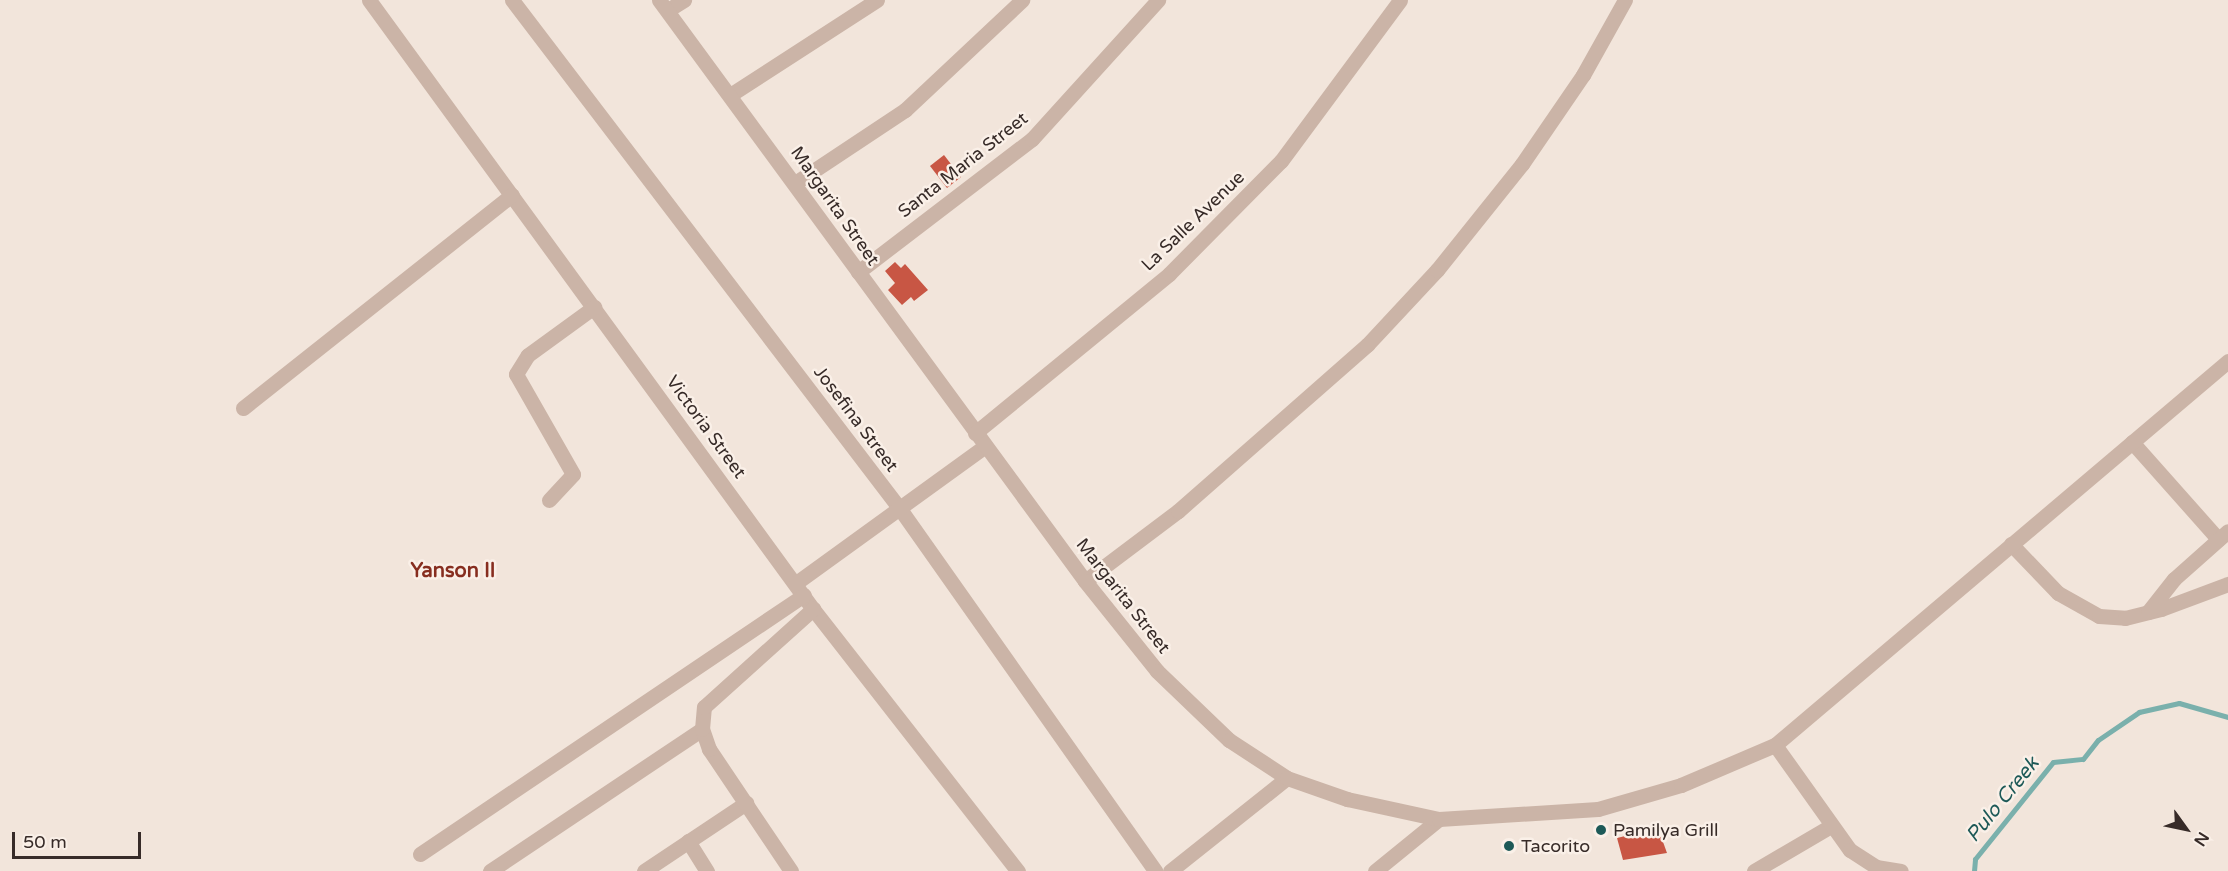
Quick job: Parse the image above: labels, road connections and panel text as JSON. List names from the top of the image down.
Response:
{
  "streets": {
    "street": [
      "Santa Maria Street",
      "Margarita Street",
      "La Salle Avenue",
      "Josefina Street",
      "Victoria Street"
    ]
  },
  "crossings": [
    ["Santa Maria Street", "Margarita Street"],
    ["Margarita Street", "La Salle Avenue"]
  ],
  "districts": ["Yanson II"],
  "water": ["Pulo Creek"],
  "places": ["Pamilya Grill", "Tacorito"],
  "scale_bar": "50 m",
  "north": "bottom right"
}
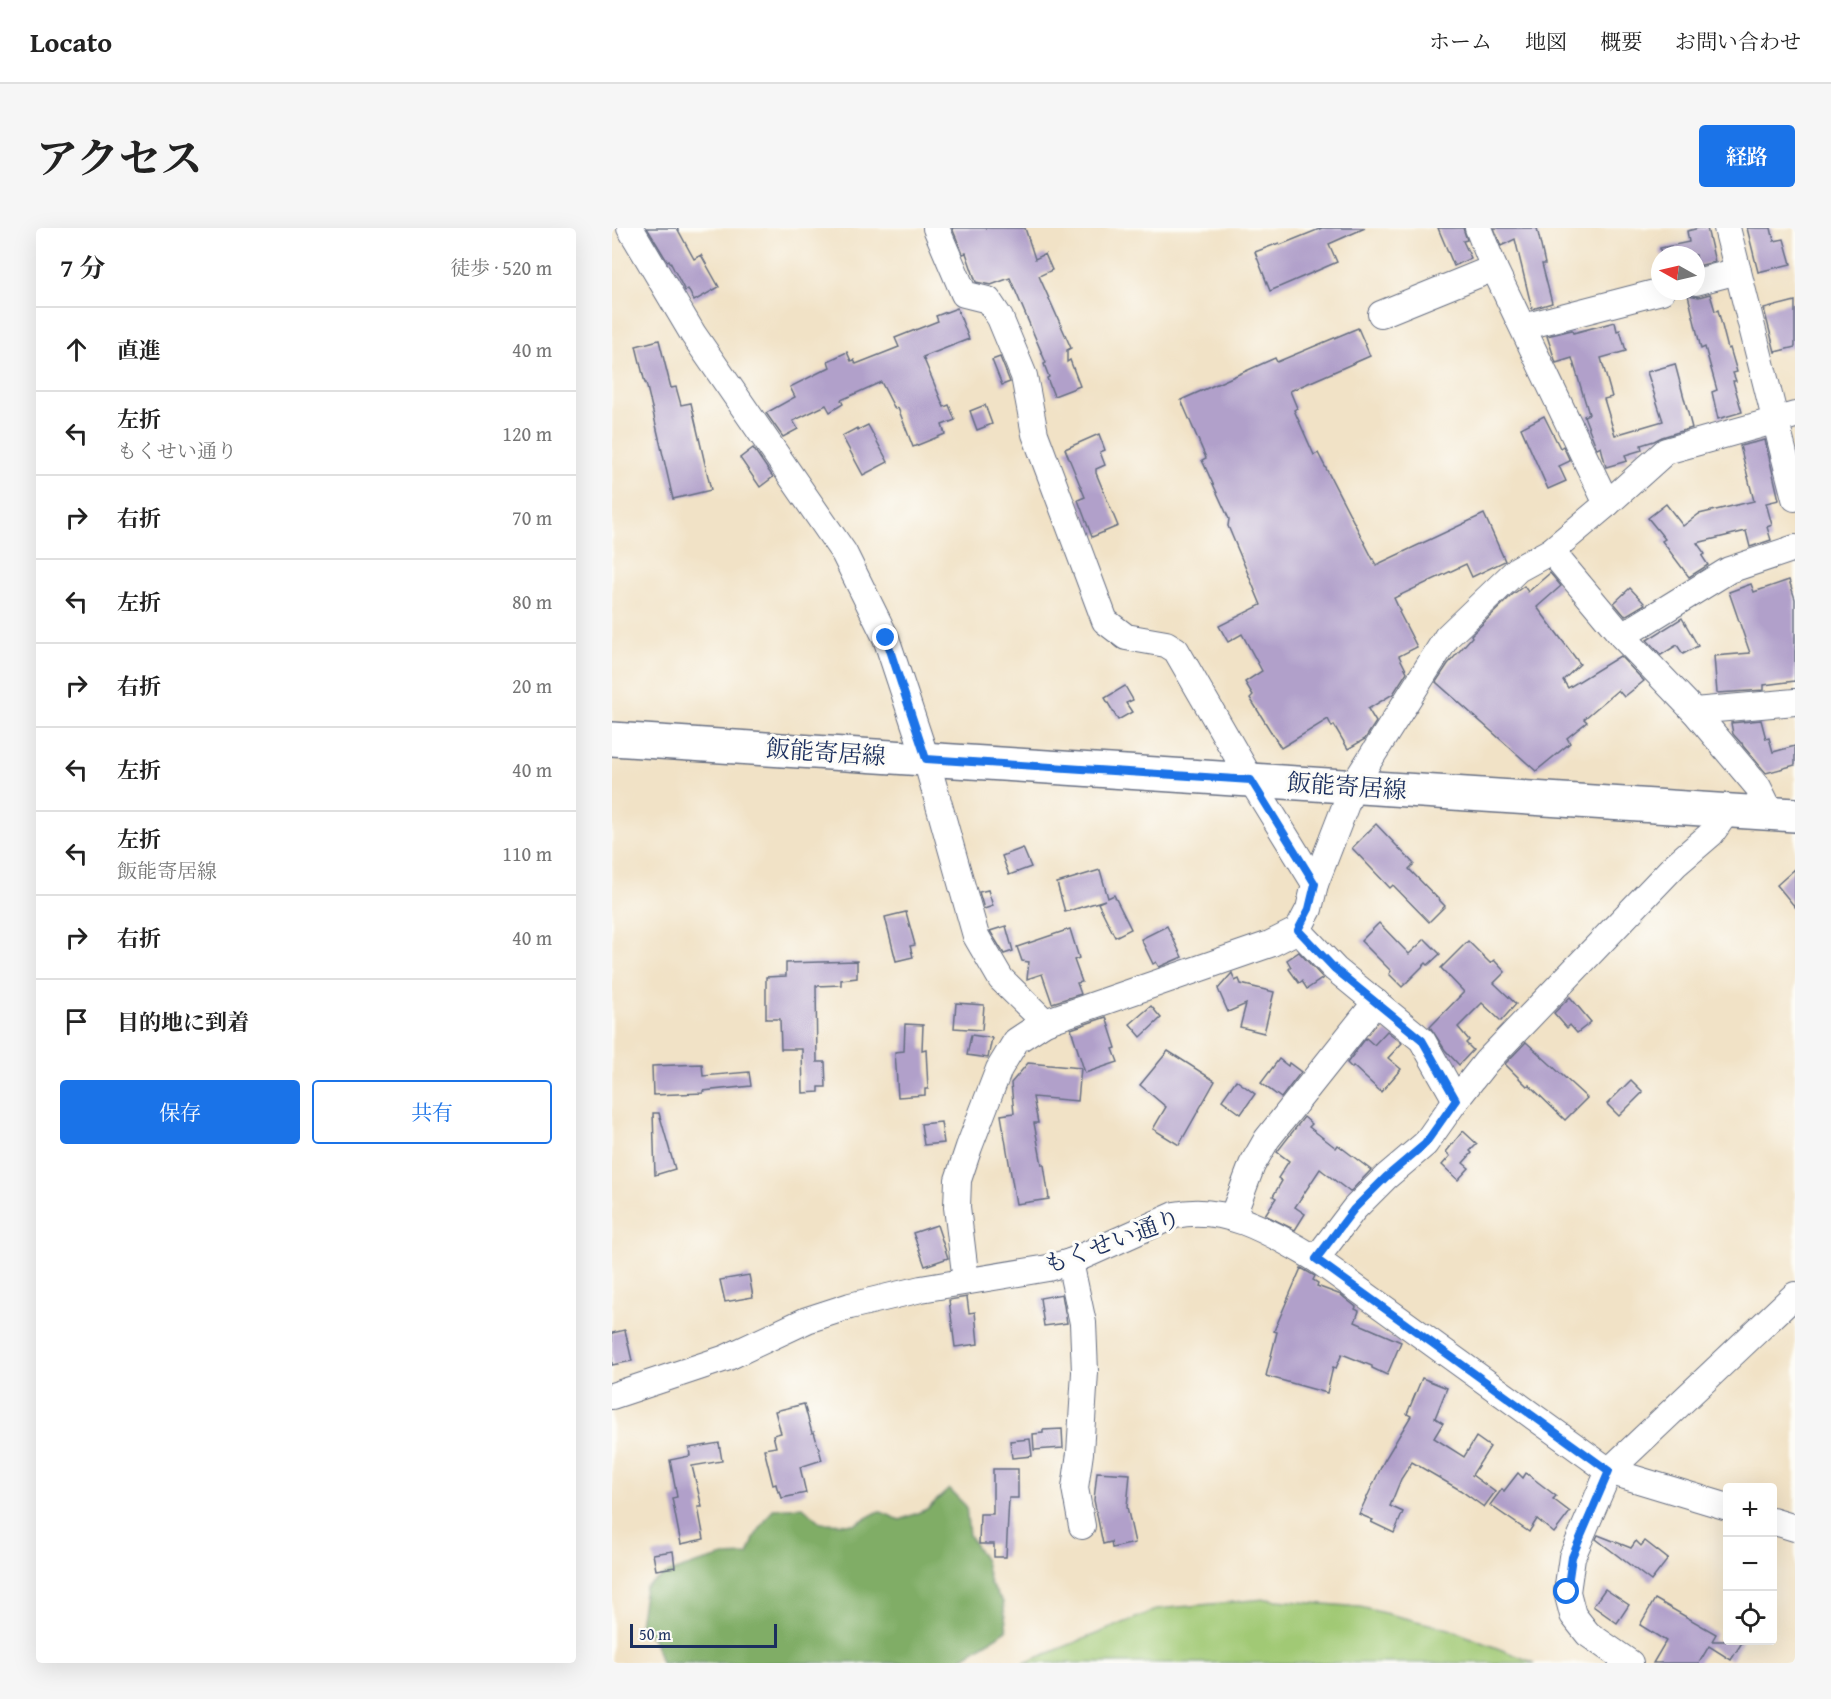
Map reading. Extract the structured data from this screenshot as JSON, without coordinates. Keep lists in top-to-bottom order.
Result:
{
  "streets": {
    "main road": ["飯能寄居線"],
    "street": ["もくせい通り"]
  },
  "scale_bar": "50 m",
  "north": "left",
  "page": {
    "header": "Locato",
    "nav": [
      "ホーム",
      "地図",
      "概要",
      "お問い合わせ"
    ],
    "title": "アクセス",
    "buttons": [
      "経路",
      ["保存", "共有"]
    ],
    "heading": ["7 分", "徒歩 · 520 m"],
    "list": [
      ["直進", "40 m"],
      ["左折", "もくせい通り", "120 m"],
      ["右折", "70 m"],
      ["左折", "80 m"],
      ["右折", "20 m"],
      ["左折", "40 m"],
      ["左折", "飯能寄居線", "110 m"],
      ["右折", "40 m"],
      "目的地に到着"
    ],
    "map_buttons": ["+", "−"],
    "scale": "50 m"
  }
}
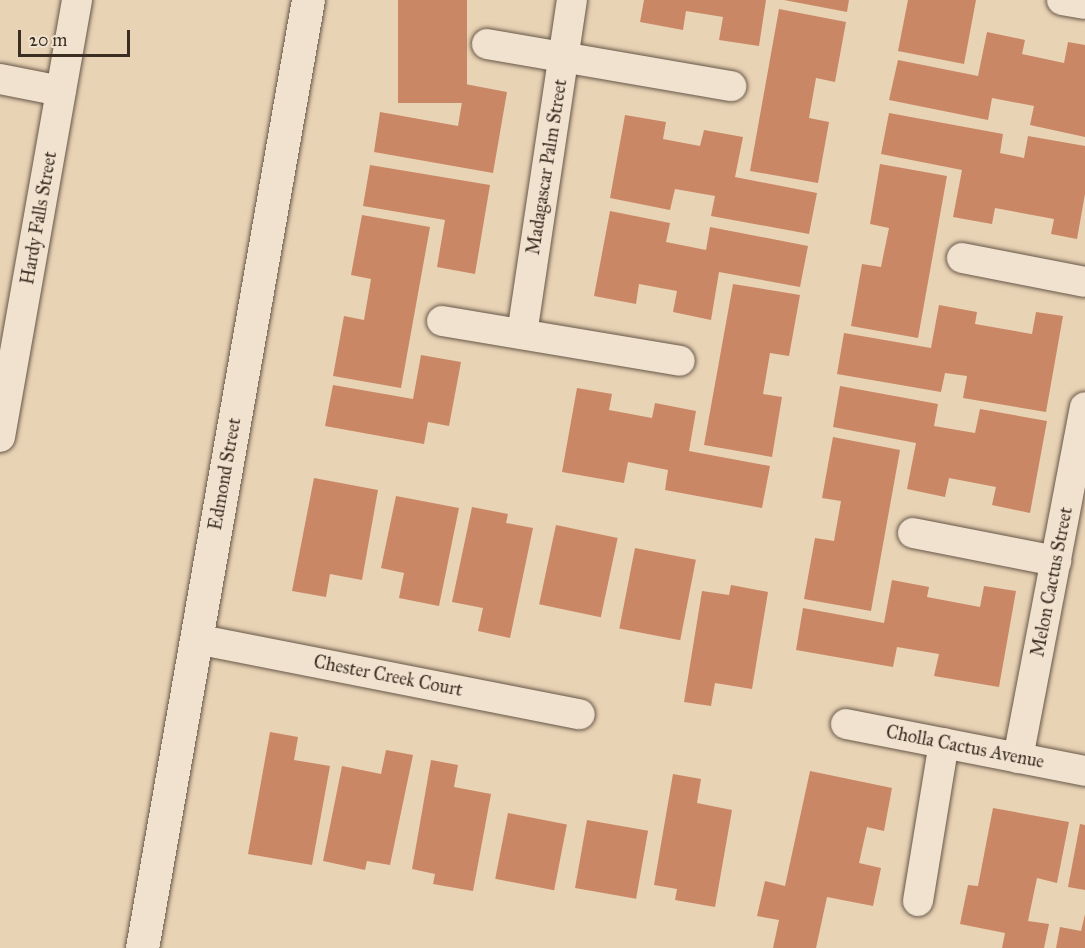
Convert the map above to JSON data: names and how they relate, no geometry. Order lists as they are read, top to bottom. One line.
{"streets":{"street":["Madagascar Palm Street","Hardy Falls Street","Edmond Street","Melon Cactus Street","Chester Creek Court","Cholla Cactus Avenue"]},"crossings":[["Edmond Street","Chester Creek Court"],["Melon Cactus Street","Cholla Cactus Avenue"]],"scale_bar":"20 m"}
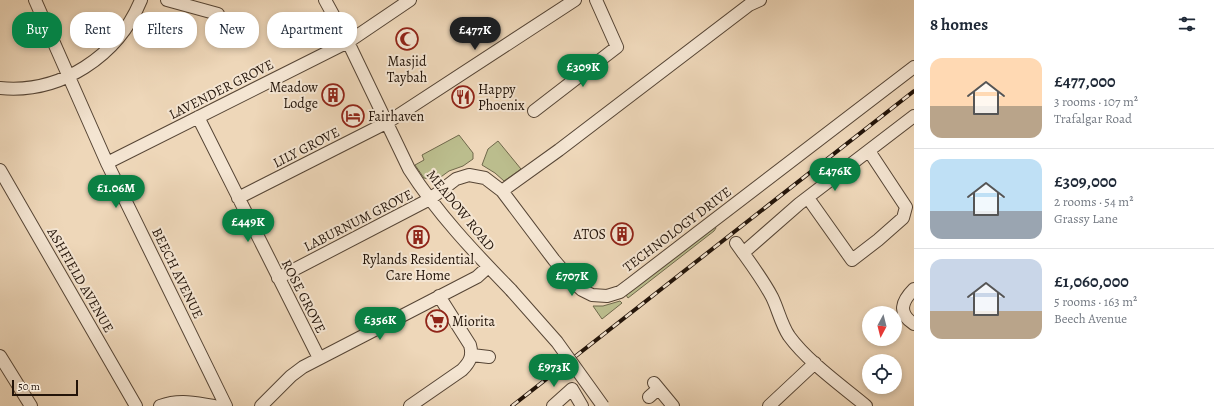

+---+

PROBLEM DETAILS:
The expected answer consists solely of the lines from the one with "Convert the map" through the last line of the listing above, restated exactly, minus any pictures.

OUTPUT FOR THIS EXERCISE:
Convert the map above to JSON data: names and how they relate, no geometry. Order lists as they are read, top to bottom. One line.
{"streets":{"street":["Madagascar Palm Street","Hardy Falls Street","Edmond Street","Melon Cactus Street","Chester Creek Court","Cholla Cactus Avenue"]},"crossings":[["Edmond Street","Chester Creek Court"],["Melon Cactus Street","Cholla Cactus Avenue"]],"scale_bar":"20 m"}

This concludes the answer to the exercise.